EXTRACTED INFORMATION:

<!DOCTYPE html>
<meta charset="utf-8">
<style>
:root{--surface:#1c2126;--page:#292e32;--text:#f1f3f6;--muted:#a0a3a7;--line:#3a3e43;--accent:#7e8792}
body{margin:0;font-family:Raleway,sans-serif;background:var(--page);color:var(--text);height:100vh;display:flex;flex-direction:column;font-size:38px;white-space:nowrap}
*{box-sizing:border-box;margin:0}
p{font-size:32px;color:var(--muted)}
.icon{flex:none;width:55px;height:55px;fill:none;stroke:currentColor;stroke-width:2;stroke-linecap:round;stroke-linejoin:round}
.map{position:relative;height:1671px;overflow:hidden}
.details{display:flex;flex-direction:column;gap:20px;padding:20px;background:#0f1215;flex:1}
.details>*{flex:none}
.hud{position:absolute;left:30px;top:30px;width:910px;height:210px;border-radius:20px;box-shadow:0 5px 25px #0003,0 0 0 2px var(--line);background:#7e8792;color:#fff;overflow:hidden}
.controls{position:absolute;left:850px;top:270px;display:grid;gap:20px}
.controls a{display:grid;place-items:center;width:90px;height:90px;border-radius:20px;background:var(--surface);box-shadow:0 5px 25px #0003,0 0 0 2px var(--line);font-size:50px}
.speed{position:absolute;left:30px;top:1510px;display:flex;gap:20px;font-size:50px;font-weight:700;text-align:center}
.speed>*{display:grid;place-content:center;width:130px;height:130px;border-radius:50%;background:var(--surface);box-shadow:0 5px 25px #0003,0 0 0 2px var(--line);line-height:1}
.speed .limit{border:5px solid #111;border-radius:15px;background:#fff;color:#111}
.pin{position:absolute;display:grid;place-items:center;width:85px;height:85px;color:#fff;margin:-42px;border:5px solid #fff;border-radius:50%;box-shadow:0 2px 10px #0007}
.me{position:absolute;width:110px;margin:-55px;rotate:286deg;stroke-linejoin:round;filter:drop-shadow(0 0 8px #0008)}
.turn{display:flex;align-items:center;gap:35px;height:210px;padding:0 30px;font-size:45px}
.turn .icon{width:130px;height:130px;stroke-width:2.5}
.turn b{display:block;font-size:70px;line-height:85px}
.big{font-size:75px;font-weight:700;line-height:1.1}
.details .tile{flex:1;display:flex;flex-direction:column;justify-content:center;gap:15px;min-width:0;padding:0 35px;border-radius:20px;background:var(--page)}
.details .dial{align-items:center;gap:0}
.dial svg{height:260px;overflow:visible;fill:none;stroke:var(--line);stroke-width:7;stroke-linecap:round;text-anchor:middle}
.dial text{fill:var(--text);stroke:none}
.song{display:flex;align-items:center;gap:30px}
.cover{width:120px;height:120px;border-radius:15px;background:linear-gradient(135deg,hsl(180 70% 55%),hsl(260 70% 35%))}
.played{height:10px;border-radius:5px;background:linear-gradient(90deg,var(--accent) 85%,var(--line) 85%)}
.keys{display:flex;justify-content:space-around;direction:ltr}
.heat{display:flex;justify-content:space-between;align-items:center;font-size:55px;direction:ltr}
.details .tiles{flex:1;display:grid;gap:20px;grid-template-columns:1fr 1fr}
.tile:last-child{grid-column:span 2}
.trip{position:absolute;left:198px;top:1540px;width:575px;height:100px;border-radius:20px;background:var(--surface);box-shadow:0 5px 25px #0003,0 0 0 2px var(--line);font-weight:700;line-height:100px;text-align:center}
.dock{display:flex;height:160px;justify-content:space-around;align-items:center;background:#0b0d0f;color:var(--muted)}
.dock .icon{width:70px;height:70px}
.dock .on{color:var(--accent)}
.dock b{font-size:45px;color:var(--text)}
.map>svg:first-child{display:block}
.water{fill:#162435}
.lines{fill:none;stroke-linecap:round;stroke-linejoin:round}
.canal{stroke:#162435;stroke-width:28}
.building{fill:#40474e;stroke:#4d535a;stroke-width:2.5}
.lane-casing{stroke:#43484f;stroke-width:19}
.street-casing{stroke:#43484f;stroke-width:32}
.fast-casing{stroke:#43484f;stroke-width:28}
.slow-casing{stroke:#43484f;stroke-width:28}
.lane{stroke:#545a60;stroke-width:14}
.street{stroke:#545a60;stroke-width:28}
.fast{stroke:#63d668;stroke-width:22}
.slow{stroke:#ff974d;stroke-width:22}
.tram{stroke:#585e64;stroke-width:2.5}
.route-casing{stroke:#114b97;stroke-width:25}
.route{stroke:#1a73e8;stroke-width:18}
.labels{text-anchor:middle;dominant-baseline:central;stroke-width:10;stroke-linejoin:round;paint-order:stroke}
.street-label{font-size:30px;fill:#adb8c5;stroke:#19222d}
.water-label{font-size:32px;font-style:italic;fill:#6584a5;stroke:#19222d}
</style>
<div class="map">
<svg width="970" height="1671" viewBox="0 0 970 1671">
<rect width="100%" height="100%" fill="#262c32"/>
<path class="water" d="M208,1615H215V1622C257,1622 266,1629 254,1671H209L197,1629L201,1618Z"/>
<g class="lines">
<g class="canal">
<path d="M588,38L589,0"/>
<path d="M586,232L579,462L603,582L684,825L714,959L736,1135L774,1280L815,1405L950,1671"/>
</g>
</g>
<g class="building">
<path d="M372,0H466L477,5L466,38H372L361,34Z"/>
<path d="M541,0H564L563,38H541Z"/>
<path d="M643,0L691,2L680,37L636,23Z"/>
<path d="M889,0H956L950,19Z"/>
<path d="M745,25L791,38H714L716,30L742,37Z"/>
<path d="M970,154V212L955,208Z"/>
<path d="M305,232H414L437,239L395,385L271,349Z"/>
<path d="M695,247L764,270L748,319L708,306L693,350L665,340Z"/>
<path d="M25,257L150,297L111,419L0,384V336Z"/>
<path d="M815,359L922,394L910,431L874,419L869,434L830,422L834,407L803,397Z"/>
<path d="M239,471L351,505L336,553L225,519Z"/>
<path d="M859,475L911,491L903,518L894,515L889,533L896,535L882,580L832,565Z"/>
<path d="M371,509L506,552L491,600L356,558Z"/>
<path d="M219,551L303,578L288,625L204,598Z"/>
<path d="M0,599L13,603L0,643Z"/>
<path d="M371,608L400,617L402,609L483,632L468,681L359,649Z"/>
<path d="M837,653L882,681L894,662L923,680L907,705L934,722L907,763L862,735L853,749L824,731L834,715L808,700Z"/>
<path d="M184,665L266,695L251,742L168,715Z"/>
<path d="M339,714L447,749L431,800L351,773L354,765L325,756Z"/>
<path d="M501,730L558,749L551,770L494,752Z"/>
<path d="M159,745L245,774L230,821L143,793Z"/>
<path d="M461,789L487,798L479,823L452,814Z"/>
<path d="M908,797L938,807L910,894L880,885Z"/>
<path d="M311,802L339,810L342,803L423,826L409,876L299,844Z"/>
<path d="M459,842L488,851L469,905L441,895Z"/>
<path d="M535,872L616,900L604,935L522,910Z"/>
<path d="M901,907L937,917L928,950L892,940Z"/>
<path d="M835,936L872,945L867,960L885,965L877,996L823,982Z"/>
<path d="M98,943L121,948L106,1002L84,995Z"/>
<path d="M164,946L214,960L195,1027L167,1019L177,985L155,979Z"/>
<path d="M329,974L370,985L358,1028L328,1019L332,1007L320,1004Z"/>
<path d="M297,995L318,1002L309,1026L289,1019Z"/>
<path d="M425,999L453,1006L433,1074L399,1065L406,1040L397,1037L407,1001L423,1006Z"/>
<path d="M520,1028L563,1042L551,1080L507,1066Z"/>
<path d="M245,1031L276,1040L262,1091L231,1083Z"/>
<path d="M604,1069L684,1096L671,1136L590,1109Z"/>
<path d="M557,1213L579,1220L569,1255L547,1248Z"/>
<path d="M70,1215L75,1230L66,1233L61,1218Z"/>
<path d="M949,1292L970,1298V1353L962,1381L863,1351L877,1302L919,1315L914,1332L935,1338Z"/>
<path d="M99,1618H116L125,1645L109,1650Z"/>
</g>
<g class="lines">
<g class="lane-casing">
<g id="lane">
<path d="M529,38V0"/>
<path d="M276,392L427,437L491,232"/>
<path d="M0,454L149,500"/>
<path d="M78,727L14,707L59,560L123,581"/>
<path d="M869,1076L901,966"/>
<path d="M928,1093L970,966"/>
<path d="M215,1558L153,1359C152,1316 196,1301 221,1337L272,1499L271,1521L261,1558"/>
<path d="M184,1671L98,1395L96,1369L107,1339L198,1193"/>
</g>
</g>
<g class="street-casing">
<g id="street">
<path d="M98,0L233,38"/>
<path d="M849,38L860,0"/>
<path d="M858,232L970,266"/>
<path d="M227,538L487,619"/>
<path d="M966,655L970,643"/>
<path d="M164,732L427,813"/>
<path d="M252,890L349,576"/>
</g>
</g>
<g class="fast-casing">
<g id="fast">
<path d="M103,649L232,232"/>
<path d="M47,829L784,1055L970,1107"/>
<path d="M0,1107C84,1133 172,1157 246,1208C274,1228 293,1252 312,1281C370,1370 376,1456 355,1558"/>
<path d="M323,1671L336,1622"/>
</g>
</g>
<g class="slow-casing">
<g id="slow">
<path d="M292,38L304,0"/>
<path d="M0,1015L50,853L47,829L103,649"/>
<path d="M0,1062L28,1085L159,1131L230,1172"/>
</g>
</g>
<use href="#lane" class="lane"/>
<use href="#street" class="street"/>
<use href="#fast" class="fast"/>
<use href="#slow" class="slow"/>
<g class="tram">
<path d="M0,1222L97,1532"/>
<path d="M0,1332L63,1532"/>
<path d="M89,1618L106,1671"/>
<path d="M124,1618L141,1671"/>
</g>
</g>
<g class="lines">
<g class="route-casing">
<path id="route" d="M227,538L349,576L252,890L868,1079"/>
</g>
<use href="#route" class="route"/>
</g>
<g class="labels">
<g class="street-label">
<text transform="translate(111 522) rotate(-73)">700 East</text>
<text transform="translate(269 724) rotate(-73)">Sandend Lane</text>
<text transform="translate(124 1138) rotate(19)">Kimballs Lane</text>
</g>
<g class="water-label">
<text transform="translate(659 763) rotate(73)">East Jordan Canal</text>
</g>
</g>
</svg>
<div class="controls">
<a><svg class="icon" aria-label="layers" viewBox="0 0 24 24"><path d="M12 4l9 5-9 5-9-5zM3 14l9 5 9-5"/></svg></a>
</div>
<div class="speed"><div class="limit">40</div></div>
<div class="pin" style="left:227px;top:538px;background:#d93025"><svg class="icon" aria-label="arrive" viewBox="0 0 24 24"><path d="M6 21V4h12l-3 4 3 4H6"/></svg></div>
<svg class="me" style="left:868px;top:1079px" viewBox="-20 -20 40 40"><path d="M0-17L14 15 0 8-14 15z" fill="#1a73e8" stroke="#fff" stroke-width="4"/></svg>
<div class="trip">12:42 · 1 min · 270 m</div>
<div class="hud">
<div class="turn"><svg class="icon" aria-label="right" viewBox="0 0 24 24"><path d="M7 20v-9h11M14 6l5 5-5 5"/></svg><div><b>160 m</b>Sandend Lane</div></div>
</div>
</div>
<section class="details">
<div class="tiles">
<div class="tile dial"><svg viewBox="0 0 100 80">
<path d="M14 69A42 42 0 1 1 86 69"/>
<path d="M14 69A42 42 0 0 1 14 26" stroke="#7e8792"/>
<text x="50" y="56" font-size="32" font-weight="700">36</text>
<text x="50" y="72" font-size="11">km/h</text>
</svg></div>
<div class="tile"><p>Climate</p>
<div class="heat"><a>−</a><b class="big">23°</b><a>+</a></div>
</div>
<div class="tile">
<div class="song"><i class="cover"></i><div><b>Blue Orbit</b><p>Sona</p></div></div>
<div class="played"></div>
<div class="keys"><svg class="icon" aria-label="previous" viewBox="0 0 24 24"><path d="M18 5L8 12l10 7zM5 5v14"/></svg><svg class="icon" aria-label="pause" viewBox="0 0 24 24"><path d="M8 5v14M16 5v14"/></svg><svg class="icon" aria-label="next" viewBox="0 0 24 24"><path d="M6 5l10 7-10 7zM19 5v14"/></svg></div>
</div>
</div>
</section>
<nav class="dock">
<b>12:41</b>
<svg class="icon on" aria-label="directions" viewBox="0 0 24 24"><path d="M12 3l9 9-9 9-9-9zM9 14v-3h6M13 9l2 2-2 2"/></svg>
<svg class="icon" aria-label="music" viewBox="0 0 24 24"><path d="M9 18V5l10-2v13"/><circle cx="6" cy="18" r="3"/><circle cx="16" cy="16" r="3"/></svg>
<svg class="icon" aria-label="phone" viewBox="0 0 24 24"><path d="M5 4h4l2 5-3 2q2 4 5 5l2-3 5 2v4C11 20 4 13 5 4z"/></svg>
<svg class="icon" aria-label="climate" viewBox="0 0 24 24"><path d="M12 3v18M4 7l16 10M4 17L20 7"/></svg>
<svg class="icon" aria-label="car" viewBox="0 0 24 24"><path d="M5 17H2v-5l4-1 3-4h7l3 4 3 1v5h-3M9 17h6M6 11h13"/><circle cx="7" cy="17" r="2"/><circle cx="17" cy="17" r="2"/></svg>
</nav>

WHAT NEEDS TO BE DONE: Supply the count of lines in the entries that include "tiles", and no other text.

EXERCISE RESULT: 2